Mme A... soutient être dans une situation financière très précaire compte tenu notamment du fait qu’elle est placée en congé de maladie dans le cadre duquel elle ne perçoit qu’un demi traitement et qu’elle bénéficie d’un plan de surendettement. Toutefois, d’une part, il ne résulte pas des pièces produites que la commission de surendettement l’aurait estimée hors d’état de rembourser ses dettes mais, tout au contraire, que la dette en litige a été intégrée à la proposition de plan du 9 janvier 2024. D’autre part, Mme A... justifie de charges d’un montant mensuel d’approximativement 1 300 euros en tenant compte du plan de remboursement et de ressources pour son foyer d’un montant de près de 1 800 euros pour la période comprise entre juin 2024 et août 2024. Par suite, et alors que l’échelonnement de la dette pour laquelle une remise est demandée a été intégré au plan de redressement, il ne résulte pas de l’instruction que Mme A... serait de façon contemporaine dans une situation de précarité telle qu’elle serait dans l’incapacité de rembourser sa dette d’APL.


DECIDE :


Article 1er : La requête de Mme A... est rejetée.

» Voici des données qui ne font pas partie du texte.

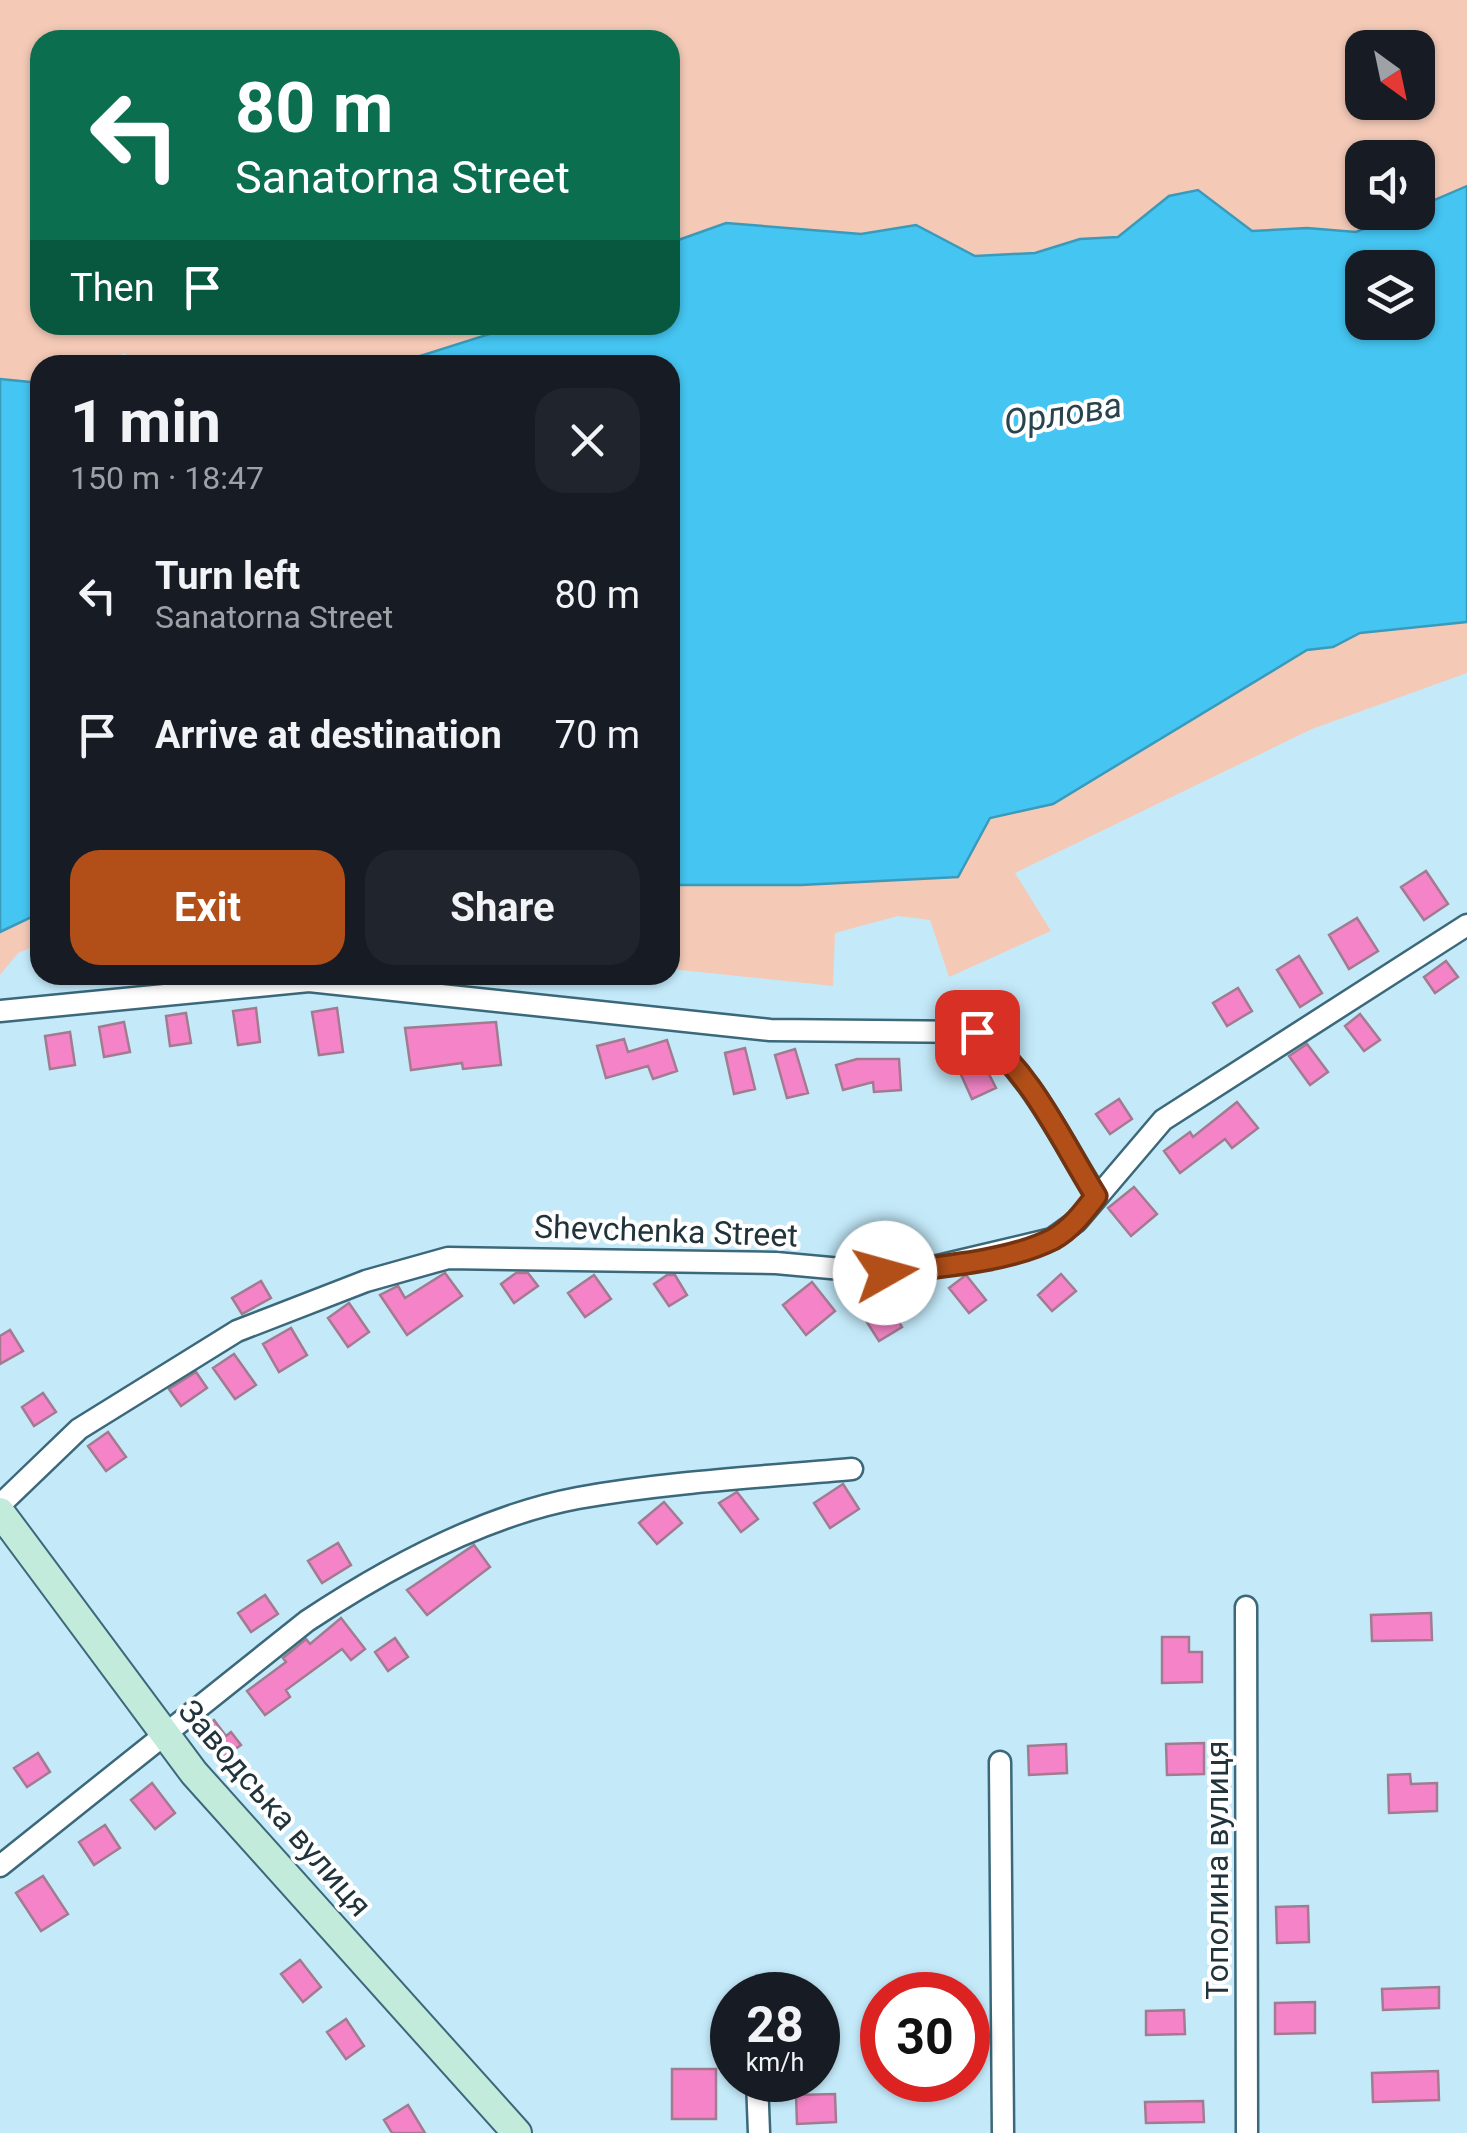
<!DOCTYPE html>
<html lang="en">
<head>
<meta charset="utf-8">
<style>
	body { margin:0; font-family:Roboto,sans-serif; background:#20242c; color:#f1f3f6; height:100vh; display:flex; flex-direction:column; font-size:38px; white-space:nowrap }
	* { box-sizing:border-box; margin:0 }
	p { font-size:32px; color:#9ea1a6 }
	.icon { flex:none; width:55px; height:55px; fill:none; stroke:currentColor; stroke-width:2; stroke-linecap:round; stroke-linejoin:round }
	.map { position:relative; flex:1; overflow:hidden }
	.sheet { position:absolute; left:30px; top:355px; width:650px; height:630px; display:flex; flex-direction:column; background:#171b24; border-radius:30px; box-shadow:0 2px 8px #0004 }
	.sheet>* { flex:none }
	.banner { position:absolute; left:30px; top:30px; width:650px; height:305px; border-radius:30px; box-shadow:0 2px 8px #0004; background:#0b6e4f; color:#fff; overflow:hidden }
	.needle { width:65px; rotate:147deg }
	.controls { position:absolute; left:1345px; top:30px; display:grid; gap:20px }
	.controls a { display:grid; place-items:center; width:90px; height:90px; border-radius:20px; background:#171b24; box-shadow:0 2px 8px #0004; font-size:50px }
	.speed { position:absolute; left:710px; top:1972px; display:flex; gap:20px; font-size:50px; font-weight:700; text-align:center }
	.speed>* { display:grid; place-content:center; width:130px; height:130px; border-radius:50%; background:#171b24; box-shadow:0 2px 8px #0004; line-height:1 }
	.speed small { font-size:25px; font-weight:400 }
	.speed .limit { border:15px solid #d22; background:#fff; color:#111 }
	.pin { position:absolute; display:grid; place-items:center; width:85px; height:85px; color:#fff; margin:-42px; border-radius:20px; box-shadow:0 5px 15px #0006 }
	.me { position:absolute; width:110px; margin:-55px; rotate:83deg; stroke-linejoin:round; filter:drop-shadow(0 0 8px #0008) }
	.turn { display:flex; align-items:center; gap:35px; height:210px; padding:0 40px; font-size:45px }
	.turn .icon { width:130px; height:130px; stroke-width:2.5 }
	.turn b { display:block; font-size:70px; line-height:85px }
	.then { display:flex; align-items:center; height:95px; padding:0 40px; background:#0003; gap:20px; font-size:38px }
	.round { display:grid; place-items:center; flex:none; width:105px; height:105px; border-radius:30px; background:#20242c }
	.head { display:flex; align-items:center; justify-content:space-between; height:170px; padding:0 40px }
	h1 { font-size:60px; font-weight:700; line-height:75px }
	.primary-button { display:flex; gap:20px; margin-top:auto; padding:20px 40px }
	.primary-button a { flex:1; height:115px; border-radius:30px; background:#b24f18; color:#fff; font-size:40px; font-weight:700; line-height:115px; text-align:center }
	.primary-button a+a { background:#20242c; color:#f1f3f6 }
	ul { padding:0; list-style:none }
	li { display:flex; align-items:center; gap:30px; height:140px; padding:0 40px }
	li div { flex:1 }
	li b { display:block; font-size:38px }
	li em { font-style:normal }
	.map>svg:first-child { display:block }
	.green { fill:#f4cab7; fill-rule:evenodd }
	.water { fill:#45c5f1; stroke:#3a9abb; stroke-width:2.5; fill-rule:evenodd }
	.building { fill:#f484c7; stroke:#a27b91; stroke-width:2.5 }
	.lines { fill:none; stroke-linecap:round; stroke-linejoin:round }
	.street-casing { stroke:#3b687a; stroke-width:25 }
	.secondary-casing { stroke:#3b687a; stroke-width:32 }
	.street { stroke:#fff; stroke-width:20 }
	.secondary { stroke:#c2ebdc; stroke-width:28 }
	.route-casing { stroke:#743310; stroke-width:25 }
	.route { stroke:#b24f18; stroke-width:18 }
	.labels { text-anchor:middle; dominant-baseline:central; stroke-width:8; stroke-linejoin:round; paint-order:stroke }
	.street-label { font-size:32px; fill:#21343c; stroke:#fff }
	.water-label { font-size:35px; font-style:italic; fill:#29444f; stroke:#fff }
</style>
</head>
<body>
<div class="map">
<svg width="1467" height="2133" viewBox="0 0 1467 2133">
	<rect width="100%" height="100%" fill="#c4eafa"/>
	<!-- green -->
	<path class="green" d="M0,0h1467v186l-49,21v-49h-56v54l41,1 -47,19 -49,-4 -55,4 -54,-42 -29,6 -51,41 -38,2 -45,14 -60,3 -60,-31 -54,9 -135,-11 -56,20v-203h-630v285h478l-98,31 -5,9h-277l-14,-12 -19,12h-65v18l-40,-4zM1362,48h56v54h-56z
		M1467,622v51l-155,56 -297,144 36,58 -102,46 -19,-57 -32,-4 -63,17 -2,53 -163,-17v-84h131l189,-67 64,-14 253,-154 26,-3 27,-14z
		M40,913v31l-22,9 -18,22v-43z"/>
	<!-- water -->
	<path class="water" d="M1467,186v436l-107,11 -27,14 -26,3 -254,154 -63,14 -32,59 -157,8h-131v-520h-255l5,-9 98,-31h152v-82l56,-20 135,11 55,-9 59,31 60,-3 45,-14 38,-2 51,-41 29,-6 54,41 55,-3 49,4 47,-19 15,-1v-5zM1362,268h56v54h-56z
		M0,379l40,4v530l-40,19z"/>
	<!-- building -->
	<path class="building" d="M1426,871l22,33 -24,16 -23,-33z
		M1357,918l21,33 -29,18 -20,-34z
		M1299,956l23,37 -22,14 -23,-37z
		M1446,961l12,16 -23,16 -11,-16z
		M1238,988l14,23 -25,15 -14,-23z
		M256,1008l4,34 -22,3 -5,-34z
		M337,1008l6,44 -24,3 -7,-43z
		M186,1013l5,30 -21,3 -4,-30z
		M1360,1014l20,26 -16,11 -19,-25z
		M124,1022l6,30 -26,5 -5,-30z
		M496,1022l5,43 -38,4 -1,-6 -51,7 -6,-42z
		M70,1032l5,33 -25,4 -5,-33z
		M624,1039l4,13 39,-12 10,31 -24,8 -5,-13 -42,12 -9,-32z
		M1307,1044l21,28 -18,13 -21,-29z
		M745,1048l10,41 -21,5 -9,-41z
		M795,1049l13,44 -21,5 -12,-43z
		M976,1049l20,39 -24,11 -18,-40z
		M857,1059h42l2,31 -27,2 -1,-10 -30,8 -7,-25z
		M1119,1099l13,20 -22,15 -14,-20z
		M1237,1102l21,26 -26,20 -7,-9 -45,34 -16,-22 26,-19 3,5z
		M1134,1187l23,27 -26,22 -23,-28z
		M445,1273l17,23 -55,39 -27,-40 18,-9 7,12z
		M516,1273h12l10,13 -24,17 -13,-19z
		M1061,1274l15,17 -24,20 -14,-16z
		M594,1275l17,24 -26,18 -17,-24z
		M667,1275h8l12,20 -18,11 -15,-22z
		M966,1275l20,25 -17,13 -20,-25z
		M261,1281l10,17 -29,16 -10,-16z
		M812,1282l23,29 -29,24 -23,-30z
		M886,1301l16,26 -23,14 -16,-25z
		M349,1303l20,29 -21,15 -20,-29z
		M291,1328l16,27 -28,17 -16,-28z
		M10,1330l13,21 -23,13v-28z
		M234,1354l22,31 -21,14 -22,-31z
		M196,1372l11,16 -26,18 -12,-17z
		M43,1393l13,19 -22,14 -12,-19z
		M108,1432l18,25 -20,14 -18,-25z
		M843,1484l16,25 -29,19 -16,-25z
		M737,1492l21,27 -17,13 -22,-29z
		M664,1502l18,21 -25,21 -18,-21z
		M338,1543l13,22 -29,18 -14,-22z
		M474,1545l16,22 -63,48 -20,-25z
		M265,1595l13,19 -27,18 -13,-19z
		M1431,1613l1,27 -60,1 -1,-26z
		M341,1618l24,31 -14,11 -9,-11 -56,41 4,7 -25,18 -18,-24 39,-29 -3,-4 23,-19 4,5z
		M1162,1637h27v15h13v30l-40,1z
		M395,1638l13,19 -20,14 -13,-19z
		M214,1720l12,16 5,-4 10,13 -20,14 -21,-28z
		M1204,1743v31l-37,1 -1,-31z
		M1066,1744l1,29 -38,2 -1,-29z
		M38,1753l12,19 -23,15 -13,-19z
		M1410,1774l1,10 26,-1v28l-48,2 -1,-38z
		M152,1783l23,30 -20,16 -24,-29z
		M105,1825l15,23 -26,17 -15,-23z
		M43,1876l25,38 -27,17 -25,-38z
		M1308,1906l1,36 -32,1 -1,-36z
		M300,1960l21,27 -18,15 -22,-28z
		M1439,1987v21l-56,2 -1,-21z
		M1315,2002v31l-40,1v-31z
		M1184,2010l1,24 -39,1v-24z
		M346,2019l18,27 -18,13 -19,-27z
		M672,2069h44v50h-44z
		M1438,2071l1,29 -66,2 -1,-29z
		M835,2094l1,28 -39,2 -1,-29z
		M1203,2101l1,21 -58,1 -1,-21z
		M408,2105l17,28h-33l-8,-13z"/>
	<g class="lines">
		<!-- street casing -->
		<g class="street-casing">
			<path id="street" d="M0,1011l309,-30 461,49 207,2c53,39 84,108 119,163
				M0,1505l79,-76 158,-98 129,-50 82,-23 328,5 109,10 53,-7 114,-27 25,-18 86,-101 304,-195
				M1246,1607l1,526
				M1000,1762l3,371
				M0,1866l307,-245c80,-53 175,-105 271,-123 89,-16 183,-21 274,-29
				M752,1992l1,3
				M757,2080l2,53"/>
		</g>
		<!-- secondary casing -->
		<g class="secondary-casing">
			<path id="secondary" d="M0,1512l194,261 323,360"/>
		</g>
		<!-- street -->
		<use href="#street" class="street"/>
		<!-- secondary -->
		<use href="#secondary" class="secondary"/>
	</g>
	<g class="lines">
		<!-- route casing -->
		<g class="route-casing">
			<path id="route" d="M885,1273c49,-6 124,-11 168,-34 18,-10 31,-27 43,-43 -35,-56 -65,-125 -119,-164"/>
		</g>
		<!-- route -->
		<use href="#route" class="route"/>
	</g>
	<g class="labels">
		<!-- street labels -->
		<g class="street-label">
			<text transform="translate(666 1231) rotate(2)">Shevchenka Street</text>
			<text transform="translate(275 1808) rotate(49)">Заводська вулиця</text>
			<text transform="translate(1217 1870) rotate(-90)">Тополина вулиця</text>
		</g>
		<!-- water labels -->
		<g class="water-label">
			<text transform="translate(1063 414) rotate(-9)">Орлова</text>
		</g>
	</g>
</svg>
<div class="controls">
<a><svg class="needle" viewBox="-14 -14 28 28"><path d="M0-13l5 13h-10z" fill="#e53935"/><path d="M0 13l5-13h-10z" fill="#9ea1a6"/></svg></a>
<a><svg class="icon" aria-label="sound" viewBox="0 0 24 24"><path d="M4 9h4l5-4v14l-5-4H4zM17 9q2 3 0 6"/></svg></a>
<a><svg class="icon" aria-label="layers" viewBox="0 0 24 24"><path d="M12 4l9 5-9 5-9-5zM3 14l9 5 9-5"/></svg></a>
</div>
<div class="speed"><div>28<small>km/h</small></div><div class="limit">30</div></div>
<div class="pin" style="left:977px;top:1032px;background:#d93025"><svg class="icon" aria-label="arrive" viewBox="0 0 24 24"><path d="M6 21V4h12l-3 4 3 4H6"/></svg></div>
<svg class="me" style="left:885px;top:1273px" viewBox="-20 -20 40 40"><circle r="19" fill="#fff"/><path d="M0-13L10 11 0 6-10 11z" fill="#b24f18"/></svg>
<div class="banner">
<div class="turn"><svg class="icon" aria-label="left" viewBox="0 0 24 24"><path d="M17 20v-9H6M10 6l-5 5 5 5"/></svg><div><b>80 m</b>Sanatorna Street</div></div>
<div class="then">Then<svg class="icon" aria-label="arrive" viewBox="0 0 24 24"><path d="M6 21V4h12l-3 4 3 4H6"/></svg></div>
</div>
<section class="sheet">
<div class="head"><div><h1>1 min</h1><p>150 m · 18:47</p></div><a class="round"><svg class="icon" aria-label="close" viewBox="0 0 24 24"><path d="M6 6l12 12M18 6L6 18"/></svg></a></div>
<ul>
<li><svg class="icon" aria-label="left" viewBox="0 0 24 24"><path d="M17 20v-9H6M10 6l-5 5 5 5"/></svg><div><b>Turn left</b><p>Sanatorna Street</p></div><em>80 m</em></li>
<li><svg class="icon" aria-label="arrive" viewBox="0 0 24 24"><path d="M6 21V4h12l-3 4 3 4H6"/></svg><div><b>Arrive at destination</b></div><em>70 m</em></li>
</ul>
<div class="primary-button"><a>Exit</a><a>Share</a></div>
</section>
</div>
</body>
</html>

Article 2 : Le présent jugement sera notifié à Mme B... A..., au ministre de l'aménagement du territoire et de la décentralisation, et à la caisse d'allocations familiales de Seine-Maritime.



Rendu public par mise à disposition au greffe le 20 mars 2026.



Le magistrat désigné,
Signé :
T. DEFLINNE
La greffière,
Signé :
P. HIS




La République mande et ordonne au ministre de l’aménagement du territoire et de la décentralisation en ce qui le concerne, ou à tous commissaires de justice à ce requis en ce qui concerne les voies de droit commun contre les parties privées, de pourvoir à l’exécution de la présente décision.